**What the exercise asks**
Only a number is wanted here: how many lines in the records below contain the string "Minified".

──────── Source material

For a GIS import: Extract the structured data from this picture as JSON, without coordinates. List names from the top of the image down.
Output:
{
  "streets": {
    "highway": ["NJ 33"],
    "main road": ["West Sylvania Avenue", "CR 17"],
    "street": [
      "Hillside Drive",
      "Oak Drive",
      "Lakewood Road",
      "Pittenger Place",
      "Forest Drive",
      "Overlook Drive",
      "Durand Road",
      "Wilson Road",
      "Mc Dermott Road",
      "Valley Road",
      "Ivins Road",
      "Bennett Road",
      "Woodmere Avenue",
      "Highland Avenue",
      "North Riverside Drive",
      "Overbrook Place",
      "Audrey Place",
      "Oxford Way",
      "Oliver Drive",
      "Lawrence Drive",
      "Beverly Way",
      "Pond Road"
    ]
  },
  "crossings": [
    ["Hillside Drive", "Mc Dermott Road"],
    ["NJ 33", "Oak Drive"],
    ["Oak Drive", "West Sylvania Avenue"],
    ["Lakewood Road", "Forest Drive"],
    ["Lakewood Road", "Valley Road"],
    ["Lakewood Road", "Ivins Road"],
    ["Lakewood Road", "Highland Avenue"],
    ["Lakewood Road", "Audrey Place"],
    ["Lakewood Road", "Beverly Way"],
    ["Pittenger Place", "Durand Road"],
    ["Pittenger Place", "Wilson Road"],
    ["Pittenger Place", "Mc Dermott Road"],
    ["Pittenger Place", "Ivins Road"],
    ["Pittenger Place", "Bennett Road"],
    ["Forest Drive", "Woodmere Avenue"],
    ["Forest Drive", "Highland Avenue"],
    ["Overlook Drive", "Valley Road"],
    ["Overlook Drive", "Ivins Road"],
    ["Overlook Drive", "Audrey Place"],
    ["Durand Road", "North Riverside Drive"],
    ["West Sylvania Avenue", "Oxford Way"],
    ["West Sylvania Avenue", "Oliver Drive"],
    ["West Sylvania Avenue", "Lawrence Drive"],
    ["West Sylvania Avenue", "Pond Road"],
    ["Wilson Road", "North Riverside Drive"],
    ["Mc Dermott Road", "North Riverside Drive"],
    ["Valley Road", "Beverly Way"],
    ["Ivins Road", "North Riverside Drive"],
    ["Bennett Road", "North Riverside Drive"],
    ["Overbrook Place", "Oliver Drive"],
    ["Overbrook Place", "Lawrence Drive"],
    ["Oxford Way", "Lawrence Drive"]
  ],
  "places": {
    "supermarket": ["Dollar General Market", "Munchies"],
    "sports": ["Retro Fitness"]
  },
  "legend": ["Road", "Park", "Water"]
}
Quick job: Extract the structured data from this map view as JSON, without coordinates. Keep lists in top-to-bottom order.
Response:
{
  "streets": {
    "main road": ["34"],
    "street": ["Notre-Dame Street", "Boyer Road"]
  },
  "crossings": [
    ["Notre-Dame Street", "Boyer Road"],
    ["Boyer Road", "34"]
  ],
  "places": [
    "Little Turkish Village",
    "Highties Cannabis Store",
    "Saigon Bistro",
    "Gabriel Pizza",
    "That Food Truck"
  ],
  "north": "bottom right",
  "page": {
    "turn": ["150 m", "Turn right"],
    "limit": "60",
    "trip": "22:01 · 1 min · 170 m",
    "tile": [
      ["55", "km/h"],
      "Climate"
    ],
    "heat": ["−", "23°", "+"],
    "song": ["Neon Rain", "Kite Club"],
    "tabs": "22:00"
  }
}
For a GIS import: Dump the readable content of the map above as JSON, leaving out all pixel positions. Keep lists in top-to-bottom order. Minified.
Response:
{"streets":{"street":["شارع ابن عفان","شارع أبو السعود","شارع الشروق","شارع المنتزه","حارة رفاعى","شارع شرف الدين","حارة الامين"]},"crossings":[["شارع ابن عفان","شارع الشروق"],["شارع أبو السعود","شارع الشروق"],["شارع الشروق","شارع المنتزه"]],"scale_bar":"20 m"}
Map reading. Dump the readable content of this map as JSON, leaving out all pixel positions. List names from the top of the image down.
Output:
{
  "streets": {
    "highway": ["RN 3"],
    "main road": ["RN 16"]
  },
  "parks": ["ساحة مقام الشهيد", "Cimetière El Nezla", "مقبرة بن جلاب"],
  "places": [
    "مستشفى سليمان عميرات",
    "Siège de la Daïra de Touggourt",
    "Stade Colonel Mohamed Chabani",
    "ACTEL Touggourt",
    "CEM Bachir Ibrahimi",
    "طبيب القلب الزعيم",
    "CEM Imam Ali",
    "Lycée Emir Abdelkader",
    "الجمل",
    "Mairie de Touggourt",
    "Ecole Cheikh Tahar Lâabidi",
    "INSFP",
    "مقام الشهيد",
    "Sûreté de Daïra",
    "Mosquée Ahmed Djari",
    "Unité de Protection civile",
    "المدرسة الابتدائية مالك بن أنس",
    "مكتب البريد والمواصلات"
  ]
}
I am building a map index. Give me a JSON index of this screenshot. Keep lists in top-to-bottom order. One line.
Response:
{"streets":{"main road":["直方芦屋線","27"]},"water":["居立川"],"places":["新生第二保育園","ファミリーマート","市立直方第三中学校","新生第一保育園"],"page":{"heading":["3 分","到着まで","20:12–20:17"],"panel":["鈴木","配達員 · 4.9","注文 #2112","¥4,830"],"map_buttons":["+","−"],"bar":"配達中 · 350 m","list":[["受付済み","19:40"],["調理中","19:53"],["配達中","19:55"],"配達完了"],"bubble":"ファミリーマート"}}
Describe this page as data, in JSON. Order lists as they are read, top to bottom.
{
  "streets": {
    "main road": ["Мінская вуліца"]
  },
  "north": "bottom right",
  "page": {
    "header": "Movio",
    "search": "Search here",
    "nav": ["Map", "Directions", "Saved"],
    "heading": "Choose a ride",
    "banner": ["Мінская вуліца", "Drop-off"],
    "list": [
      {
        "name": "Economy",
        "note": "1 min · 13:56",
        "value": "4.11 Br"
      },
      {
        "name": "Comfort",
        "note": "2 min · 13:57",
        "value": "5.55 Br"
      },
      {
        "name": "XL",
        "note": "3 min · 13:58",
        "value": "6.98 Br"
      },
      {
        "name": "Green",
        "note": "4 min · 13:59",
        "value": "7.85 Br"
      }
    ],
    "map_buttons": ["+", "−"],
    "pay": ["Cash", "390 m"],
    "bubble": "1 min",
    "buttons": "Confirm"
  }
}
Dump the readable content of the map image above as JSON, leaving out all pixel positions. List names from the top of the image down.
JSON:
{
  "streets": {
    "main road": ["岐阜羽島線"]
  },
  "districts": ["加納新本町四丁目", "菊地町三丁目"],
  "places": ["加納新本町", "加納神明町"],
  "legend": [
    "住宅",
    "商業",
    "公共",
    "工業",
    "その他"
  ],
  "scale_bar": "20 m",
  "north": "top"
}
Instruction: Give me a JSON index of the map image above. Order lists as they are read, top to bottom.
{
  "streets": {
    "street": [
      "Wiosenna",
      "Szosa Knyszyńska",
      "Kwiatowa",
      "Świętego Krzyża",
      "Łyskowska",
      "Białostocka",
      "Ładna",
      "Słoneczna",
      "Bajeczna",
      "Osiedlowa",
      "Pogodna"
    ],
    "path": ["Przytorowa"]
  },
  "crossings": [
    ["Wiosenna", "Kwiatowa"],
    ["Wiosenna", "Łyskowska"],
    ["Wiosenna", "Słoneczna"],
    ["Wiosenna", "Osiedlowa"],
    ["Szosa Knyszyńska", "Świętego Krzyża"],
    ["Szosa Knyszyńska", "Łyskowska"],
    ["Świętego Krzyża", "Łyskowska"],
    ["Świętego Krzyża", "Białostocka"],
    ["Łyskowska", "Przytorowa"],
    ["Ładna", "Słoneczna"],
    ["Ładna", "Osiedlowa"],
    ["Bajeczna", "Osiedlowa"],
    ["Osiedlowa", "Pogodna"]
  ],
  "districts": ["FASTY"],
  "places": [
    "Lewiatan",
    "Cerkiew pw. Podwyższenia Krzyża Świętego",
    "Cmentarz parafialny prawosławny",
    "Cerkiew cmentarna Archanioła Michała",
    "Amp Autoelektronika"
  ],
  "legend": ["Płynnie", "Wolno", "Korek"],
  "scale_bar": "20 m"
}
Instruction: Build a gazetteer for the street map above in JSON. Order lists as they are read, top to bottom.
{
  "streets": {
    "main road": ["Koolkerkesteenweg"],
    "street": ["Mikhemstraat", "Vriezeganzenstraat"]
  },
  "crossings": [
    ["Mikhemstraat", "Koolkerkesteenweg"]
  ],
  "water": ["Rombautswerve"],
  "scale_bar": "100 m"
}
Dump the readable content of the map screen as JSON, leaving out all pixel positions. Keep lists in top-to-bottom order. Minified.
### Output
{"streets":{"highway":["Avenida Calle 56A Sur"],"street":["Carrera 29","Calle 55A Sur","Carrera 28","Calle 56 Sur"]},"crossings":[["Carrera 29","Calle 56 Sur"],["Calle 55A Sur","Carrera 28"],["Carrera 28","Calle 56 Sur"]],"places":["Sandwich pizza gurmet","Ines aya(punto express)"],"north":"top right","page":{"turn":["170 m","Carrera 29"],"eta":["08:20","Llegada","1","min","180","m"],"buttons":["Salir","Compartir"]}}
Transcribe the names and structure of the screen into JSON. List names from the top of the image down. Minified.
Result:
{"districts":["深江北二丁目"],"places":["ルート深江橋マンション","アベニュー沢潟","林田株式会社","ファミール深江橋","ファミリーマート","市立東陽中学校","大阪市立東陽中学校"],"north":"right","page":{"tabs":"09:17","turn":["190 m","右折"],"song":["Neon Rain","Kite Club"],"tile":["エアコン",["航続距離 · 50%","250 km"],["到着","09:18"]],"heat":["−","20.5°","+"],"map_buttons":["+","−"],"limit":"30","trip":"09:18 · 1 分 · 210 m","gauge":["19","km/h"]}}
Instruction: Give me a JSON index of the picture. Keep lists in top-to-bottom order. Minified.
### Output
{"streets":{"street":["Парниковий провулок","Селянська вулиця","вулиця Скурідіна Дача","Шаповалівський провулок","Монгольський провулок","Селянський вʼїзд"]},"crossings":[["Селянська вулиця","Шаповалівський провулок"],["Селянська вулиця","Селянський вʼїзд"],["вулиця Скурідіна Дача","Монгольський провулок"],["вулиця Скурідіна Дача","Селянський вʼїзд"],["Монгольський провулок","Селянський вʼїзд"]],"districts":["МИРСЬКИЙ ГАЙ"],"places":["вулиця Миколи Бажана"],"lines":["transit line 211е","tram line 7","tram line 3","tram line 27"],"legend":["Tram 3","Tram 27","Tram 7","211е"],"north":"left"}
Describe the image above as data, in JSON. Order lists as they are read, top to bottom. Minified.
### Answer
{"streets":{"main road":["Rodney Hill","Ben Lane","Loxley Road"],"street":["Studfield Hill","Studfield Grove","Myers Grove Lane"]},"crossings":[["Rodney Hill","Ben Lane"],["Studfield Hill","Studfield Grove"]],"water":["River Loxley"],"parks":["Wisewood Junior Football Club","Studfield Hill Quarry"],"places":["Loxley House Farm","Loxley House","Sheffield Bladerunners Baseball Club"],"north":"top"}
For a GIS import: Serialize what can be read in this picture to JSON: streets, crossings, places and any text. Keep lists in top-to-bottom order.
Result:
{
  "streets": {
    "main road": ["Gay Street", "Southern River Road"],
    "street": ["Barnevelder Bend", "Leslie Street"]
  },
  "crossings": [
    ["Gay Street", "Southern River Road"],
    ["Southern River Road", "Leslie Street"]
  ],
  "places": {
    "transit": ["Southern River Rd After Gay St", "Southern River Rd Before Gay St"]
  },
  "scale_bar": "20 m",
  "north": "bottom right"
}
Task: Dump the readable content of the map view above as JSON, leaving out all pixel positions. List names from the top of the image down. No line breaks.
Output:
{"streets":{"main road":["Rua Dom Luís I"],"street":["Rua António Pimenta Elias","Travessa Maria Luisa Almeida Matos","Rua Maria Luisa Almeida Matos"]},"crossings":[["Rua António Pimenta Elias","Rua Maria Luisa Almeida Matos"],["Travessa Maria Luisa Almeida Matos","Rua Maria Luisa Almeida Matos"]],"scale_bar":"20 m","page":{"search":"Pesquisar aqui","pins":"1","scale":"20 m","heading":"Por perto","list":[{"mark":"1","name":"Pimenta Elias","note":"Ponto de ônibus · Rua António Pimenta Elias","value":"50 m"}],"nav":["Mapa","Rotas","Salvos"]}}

────────────────

**Answer box**
5